*** THE RECORDS Section Begins ***
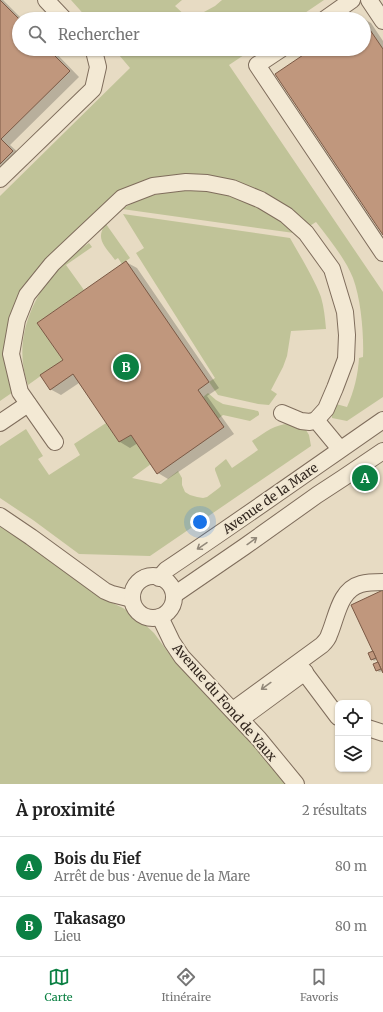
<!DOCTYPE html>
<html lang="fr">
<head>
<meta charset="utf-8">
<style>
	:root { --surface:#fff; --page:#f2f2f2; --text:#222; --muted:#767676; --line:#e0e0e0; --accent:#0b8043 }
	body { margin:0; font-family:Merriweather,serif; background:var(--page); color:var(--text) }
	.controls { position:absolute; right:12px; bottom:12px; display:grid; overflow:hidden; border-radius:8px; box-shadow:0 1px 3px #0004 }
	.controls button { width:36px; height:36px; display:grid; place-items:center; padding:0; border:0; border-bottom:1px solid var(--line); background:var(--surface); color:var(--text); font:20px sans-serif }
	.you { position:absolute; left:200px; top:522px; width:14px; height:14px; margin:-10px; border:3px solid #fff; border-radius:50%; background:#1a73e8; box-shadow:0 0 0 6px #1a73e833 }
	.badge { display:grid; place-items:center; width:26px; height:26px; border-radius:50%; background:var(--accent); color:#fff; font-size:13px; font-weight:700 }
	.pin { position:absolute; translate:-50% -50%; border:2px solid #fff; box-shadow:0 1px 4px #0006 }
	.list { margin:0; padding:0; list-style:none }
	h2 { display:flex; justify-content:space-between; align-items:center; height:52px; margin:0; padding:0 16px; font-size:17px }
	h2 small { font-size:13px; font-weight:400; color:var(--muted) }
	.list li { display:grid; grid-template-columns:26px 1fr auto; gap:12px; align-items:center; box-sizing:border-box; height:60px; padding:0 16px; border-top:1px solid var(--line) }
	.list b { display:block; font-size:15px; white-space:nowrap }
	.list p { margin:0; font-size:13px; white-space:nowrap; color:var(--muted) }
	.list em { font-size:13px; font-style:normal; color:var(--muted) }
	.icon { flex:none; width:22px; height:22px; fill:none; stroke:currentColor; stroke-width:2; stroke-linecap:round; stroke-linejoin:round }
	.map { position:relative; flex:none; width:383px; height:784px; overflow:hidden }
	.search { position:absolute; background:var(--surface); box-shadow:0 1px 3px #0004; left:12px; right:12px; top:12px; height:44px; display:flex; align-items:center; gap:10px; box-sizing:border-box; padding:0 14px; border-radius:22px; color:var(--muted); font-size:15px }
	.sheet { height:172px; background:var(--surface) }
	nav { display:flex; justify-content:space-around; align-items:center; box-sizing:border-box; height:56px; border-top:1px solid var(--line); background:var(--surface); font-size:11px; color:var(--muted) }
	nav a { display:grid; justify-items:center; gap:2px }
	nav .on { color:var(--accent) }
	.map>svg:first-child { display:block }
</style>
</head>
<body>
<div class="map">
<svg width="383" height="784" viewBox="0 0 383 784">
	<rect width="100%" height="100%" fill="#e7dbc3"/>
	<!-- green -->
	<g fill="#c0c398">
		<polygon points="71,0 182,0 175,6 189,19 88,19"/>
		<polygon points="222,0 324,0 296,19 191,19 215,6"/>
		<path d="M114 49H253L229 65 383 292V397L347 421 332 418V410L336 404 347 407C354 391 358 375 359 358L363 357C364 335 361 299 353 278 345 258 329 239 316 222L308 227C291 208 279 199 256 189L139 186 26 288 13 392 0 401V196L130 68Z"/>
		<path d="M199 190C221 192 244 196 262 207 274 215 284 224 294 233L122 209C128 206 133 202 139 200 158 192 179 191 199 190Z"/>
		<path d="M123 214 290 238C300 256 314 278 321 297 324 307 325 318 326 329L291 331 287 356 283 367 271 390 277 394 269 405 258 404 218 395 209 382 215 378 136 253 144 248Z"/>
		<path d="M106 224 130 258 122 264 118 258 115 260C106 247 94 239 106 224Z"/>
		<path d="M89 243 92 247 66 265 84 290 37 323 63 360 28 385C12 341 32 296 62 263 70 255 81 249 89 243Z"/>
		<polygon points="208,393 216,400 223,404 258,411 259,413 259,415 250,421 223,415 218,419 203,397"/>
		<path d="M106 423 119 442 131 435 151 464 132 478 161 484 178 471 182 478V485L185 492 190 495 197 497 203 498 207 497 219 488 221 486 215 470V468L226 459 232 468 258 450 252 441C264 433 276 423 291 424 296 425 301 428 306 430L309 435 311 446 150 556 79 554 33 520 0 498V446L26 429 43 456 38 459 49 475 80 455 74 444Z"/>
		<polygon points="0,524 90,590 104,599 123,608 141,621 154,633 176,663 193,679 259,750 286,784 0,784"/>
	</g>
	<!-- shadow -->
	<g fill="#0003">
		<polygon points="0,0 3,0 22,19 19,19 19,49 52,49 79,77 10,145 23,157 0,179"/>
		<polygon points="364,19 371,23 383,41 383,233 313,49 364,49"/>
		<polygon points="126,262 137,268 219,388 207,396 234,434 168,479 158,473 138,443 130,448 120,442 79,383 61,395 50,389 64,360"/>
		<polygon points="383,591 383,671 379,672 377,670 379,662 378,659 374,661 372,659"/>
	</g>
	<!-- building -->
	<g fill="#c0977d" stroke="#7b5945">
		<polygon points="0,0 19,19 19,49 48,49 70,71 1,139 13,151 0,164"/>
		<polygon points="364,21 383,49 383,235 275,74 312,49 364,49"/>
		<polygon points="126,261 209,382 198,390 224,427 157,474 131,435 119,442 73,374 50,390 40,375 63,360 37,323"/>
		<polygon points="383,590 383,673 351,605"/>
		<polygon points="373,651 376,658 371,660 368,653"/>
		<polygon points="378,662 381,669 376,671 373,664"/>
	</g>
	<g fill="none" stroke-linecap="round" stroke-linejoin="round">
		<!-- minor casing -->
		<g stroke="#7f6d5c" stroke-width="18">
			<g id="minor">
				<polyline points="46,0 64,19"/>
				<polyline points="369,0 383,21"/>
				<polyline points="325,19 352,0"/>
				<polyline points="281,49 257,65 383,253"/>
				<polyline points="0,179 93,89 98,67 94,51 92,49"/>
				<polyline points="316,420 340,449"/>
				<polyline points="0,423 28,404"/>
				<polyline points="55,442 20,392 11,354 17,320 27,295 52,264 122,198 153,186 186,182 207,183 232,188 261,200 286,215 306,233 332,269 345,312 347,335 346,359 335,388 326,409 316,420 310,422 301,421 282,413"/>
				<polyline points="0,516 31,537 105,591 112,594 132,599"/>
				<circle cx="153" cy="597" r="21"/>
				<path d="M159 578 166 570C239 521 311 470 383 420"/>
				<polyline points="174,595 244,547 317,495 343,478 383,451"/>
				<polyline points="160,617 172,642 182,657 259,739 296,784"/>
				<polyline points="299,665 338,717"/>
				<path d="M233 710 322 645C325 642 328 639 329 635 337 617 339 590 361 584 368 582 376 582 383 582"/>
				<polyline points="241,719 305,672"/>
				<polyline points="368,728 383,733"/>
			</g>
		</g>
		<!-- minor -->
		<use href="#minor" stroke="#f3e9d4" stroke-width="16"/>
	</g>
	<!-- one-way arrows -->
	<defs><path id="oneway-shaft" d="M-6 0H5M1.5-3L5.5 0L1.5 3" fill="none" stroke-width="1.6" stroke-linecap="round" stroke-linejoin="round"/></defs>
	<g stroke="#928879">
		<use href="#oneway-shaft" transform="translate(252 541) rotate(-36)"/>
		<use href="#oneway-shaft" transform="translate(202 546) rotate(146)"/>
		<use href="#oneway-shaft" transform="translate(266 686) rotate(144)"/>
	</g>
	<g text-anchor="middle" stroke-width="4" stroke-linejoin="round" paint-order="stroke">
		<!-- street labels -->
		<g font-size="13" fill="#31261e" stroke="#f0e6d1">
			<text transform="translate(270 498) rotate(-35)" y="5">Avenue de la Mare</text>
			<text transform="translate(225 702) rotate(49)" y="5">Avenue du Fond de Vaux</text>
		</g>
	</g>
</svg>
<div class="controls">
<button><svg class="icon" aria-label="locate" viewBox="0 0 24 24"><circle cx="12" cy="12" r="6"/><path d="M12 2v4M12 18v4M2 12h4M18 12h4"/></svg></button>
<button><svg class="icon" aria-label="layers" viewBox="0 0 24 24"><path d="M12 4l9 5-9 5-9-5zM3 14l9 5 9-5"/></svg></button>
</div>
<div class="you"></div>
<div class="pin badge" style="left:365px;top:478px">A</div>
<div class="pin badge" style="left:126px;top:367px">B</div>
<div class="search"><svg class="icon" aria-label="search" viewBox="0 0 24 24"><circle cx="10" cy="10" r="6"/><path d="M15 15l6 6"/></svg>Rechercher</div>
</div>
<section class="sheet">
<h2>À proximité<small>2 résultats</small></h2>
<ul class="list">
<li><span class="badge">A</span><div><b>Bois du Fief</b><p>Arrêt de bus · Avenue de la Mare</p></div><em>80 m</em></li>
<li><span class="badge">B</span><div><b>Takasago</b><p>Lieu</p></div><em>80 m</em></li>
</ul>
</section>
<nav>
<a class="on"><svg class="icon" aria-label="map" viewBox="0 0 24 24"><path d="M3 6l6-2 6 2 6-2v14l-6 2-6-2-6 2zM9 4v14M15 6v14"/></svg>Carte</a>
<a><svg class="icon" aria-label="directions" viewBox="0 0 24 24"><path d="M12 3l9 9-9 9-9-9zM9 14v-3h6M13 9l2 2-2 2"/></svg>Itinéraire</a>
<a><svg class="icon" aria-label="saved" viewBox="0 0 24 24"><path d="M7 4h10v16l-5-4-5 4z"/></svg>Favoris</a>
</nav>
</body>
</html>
*** THE RECORDS Section Ends ***
*** THE RECORDS Section Begins ***
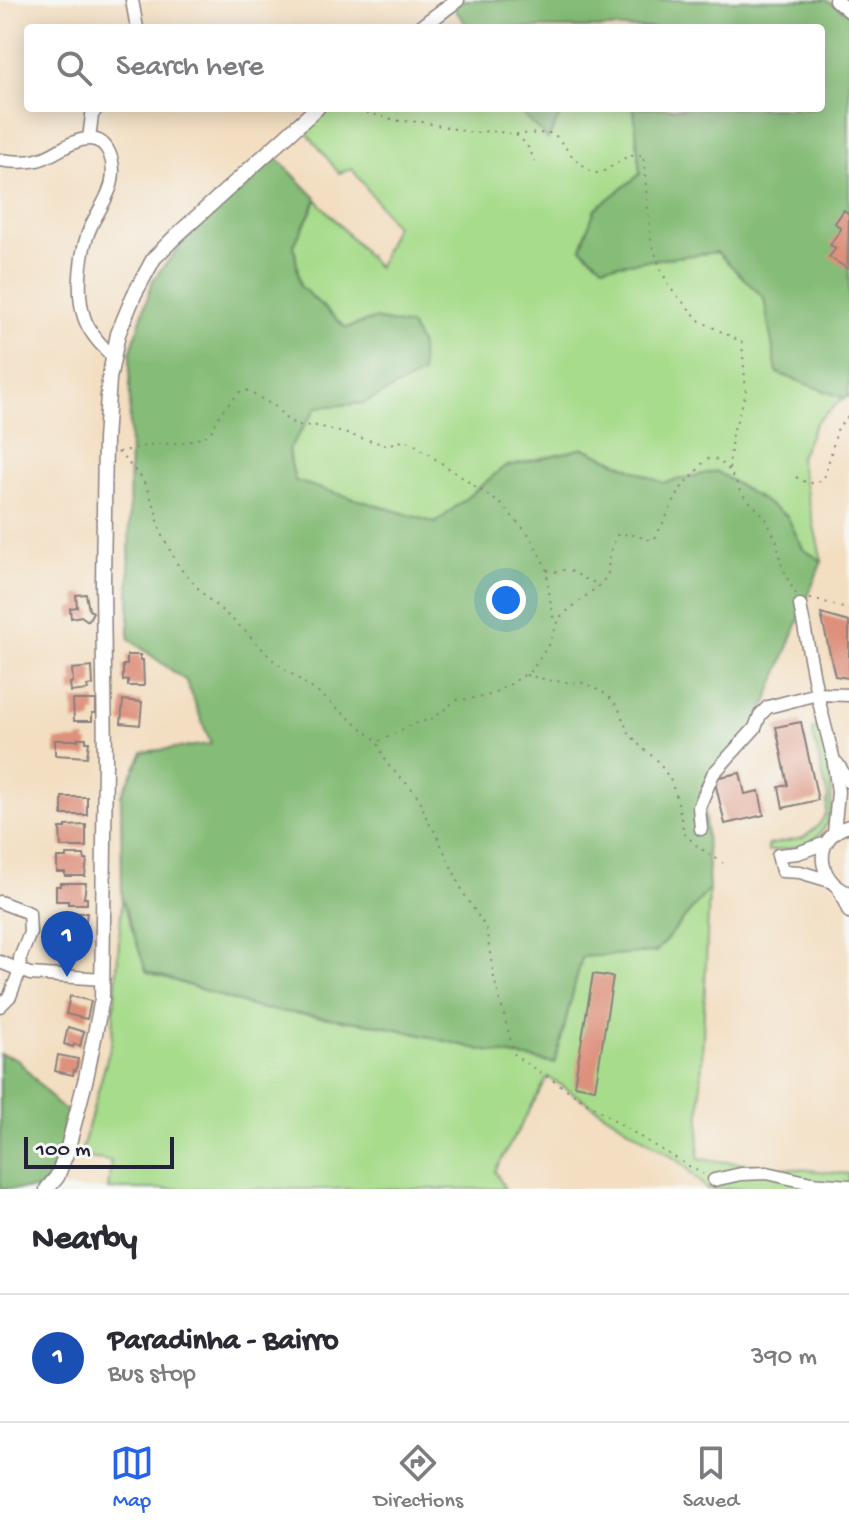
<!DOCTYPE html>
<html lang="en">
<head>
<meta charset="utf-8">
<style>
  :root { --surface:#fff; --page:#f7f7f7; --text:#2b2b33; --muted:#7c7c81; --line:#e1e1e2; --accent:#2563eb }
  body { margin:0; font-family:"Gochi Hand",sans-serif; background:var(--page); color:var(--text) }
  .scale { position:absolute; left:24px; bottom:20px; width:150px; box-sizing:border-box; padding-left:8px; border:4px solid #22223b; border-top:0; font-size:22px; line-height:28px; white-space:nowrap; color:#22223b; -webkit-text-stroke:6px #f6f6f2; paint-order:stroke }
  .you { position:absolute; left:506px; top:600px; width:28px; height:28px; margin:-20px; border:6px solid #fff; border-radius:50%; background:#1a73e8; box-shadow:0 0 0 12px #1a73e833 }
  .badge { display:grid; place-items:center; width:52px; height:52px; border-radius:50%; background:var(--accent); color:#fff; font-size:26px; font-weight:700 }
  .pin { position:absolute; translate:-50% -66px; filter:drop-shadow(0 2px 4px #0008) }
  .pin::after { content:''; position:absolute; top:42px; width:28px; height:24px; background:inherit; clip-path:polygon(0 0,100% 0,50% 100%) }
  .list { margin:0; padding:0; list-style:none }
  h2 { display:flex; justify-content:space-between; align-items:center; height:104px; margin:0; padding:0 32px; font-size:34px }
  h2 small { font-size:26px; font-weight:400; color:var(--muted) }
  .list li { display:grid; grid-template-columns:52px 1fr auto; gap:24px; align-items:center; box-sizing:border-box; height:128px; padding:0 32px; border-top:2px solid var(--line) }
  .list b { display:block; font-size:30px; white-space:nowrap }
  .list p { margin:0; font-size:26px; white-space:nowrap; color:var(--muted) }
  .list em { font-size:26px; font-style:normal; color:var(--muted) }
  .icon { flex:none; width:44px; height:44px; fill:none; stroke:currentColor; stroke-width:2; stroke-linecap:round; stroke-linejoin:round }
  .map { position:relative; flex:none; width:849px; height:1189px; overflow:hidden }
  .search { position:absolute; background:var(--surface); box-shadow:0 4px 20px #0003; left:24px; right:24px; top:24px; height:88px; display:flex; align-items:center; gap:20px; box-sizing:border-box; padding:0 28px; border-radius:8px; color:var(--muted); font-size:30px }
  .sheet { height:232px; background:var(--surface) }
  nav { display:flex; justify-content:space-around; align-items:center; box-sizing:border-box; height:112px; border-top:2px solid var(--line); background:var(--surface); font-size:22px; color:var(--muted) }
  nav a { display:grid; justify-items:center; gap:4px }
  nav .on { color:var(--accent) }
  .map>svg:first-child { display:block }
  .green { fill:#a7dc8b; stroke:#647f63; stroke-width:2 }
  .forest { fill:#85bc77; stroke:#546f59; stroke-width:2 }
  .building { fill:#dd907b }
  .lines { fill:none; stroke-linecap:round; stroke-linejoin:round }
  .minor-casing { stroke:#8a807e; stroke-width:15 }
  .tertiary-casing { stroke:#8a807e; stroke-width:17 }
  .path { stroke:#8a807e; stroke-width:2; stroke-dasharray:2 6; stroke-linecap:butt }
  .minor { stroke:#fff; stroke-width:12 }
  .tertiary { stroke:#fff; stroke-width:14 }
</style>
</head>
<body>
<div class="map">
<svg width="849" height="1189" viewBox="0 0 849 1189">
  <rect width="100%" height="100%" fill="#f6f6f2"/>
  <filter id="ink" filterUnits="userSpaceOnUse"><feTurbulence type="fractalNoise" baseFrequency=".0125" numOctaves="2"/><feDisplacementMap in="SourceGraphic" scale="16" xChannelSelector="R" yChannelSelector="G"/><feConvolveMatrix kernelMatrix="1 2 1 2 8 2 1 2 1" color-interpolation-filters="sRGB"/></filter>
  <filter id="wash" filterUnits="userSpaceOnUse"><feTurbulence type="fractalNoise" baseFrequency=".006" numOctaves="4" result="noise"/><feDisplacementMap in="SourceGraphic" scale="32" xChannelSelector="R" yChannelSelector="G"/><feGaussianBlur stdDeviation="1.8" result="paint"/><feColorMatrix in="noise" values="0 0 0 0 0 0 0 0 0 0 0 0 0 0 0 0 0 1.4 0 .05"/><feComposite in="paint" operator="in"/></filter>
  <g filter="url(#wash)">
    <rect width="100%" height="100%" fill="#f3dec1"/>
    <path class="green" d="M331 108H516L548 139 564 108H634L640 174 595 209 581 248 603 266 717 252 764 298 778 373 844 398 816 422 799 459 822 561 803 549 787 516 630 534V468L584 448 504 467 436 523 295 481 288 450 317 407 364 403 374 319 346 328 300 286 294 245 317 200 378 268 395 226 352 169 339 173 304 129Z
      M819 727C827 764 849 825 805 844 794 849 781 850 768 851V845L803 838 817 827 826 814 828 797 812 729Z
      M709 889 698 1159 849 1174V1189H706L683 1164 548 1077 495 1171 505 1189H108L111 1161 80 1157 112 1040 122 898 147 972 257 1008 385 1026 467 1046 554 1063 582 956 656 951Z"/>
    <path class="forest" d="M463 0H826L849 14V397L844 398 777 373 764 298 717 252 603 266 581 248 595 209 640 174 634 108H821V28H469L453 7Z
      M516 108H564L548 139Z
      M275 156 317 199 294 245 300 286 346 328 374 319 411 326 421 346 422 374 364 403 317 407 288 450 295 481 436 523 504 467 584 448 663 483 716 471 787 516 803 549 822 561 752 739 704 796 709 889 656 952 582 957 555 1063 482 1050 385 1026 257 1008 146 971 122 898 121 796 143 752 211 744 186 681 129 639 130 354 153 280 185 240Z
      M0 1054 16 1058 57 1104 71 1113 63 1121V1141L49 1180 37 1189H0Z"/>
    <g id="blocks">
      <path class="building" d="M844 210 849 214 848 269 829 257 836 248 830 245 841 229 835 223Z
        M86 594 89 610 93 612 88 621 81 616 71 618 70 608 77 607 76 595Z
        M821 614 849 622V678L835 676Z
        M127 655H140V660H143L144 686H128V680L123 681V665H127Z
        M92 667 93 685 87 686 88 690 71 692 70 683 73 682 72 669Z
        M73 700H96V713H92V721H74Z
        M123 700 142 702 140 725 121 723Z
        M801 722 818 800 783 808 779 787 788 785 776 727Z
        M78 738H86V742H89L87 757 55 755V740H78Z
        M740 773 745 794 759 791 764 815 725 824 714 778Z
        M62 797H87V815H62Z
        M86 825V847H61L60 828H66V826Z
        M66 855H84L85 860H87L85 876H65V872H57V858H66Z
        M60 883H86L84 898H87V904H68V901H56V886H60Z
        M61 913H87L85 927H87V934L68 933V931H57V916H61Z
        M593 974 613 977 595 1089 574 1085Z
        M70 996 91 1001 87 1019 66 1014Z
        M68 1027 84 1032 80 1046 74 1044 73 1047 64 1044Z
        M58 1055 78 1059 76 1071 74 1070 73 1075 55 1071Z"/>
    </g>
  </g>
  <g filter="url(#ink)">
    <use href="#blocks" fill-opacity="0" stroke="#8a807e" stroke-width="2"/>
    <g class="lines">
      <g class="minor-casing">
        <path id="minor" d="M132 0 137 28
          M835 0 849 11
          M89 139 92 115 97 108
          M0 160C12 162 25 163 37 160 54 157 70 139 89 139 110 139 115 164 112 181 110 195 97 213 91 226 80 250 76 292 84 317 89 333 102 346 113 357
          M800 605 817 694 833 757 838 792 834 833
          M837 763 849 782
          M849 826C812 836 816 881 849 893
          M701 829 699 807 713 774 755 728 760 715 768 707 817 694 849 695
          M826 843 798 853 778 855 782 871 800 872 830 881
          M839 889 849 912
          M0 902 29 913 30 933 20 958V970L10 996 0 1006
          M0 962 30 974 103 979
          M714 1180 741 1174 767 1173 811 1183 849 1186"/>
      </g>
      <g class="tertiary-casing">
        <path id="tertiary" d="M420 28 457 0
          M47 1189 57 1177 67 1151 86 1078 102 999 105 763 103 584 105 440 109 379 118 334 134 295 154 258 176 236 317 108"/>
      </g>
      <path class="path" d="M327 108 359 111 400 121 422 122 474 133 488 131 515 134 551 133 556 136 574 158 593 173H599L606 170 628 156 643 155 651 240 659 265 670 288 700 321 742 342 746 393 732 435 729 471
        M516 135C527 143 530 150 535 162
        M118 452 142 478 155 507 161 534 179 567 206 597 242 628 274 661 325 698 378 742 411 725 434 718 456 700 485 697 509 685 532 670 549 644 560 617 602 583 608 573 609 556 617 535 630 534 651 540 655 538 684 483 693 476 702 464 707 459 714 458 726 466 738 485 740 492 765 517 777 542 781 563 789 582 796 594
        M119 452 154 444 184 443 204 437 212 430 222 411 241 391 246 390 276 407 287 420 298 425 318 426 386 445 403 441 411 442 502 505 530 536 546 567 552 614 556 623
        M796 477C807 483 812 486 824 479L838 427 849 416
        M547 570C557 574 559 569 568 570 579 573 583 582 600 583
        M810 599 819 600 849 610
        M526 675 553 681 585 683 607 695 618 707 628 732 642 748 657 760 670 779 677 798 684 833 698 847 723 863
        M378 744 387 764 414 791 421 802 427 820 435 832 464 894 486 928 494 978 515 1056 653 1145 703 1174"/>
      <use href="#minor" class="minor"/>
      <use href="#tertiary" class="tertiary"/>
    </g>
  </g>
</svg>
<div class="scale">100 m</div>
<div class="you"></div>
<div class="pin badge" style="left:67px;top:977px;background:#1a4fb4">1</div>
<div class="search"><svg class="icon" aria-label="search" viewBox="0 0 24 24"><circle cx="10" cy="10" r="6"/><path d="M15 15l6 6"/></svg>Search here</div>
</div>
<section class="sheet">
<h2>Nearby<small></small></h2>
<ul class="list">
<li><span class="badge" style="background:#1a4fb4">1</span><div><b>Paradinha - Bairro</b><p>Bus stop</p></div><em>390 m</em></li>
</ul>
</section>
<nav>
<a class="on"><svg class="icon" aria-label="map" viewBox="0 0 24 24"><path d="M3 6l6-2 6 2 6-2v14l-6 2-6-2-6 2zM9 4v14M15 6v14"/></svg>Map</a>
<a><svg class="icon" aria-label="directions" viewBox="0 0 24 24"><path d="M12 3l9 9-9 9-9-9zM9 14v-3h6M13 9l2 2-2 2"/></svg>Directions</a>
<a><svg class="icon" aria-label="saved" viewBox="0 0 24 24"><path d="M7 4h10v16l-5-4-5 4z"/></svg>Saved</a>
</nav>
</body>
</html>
*** THE RECORDS Section Ends ***
> ACTIVITY
Would you print, exactly as written, every line above from the one holding "margin:0; font-size:26px; white-space:nowrap;" through the one holding "fill:#85bc77; stroke:#546f59; stroke-width:2", with both included and no other lines?

> YOUR SOLUTION
  .list p { margin:0; font-size:26px; white-space:nowrap; color:var(--muted) }
  .list em { font-size:26px; font-style:normal; color:var(--muted) }
  .icon { flex:none; width:44px; height:44px; fill:none; stroke:currentColor; stroke-width:2; stroke-linecap:round; stroke-linejoin:round }
  .map { position:relative; flex:none; width:849px; height:1189px; overflow:hidden }
  .search { position:absolute; background:var(--surface); box-shadow:0 4px 20px #0003; left:24px; right:24px; top:24px; height:88px; display:flex; align-items:center; gap:20px; box-sizing:border-box; padding:0 28px; border-radius:8px; color:var(--muted); font-size:30px }
  .sheet { height:232px; background:var(--surface) }
  nav { display:flex; justify-content:space-around; align-items:center; box-sizing:border-box; height:112px; border-top:2px solid var(--line); background:var(--surface); font-size:22px; color:var(--muted) }
  nav a { display:grid; justify-items:center; gap:4px }
  nav .on { color:var(--accent) }
  .map>svg:first-child { display:block }
  .green { fill:#a7dc8b; stroke:#647f63; stroke-width:2 }
  .forest { fill:#85bc77; stroke:#546f59; stroke-width:2 }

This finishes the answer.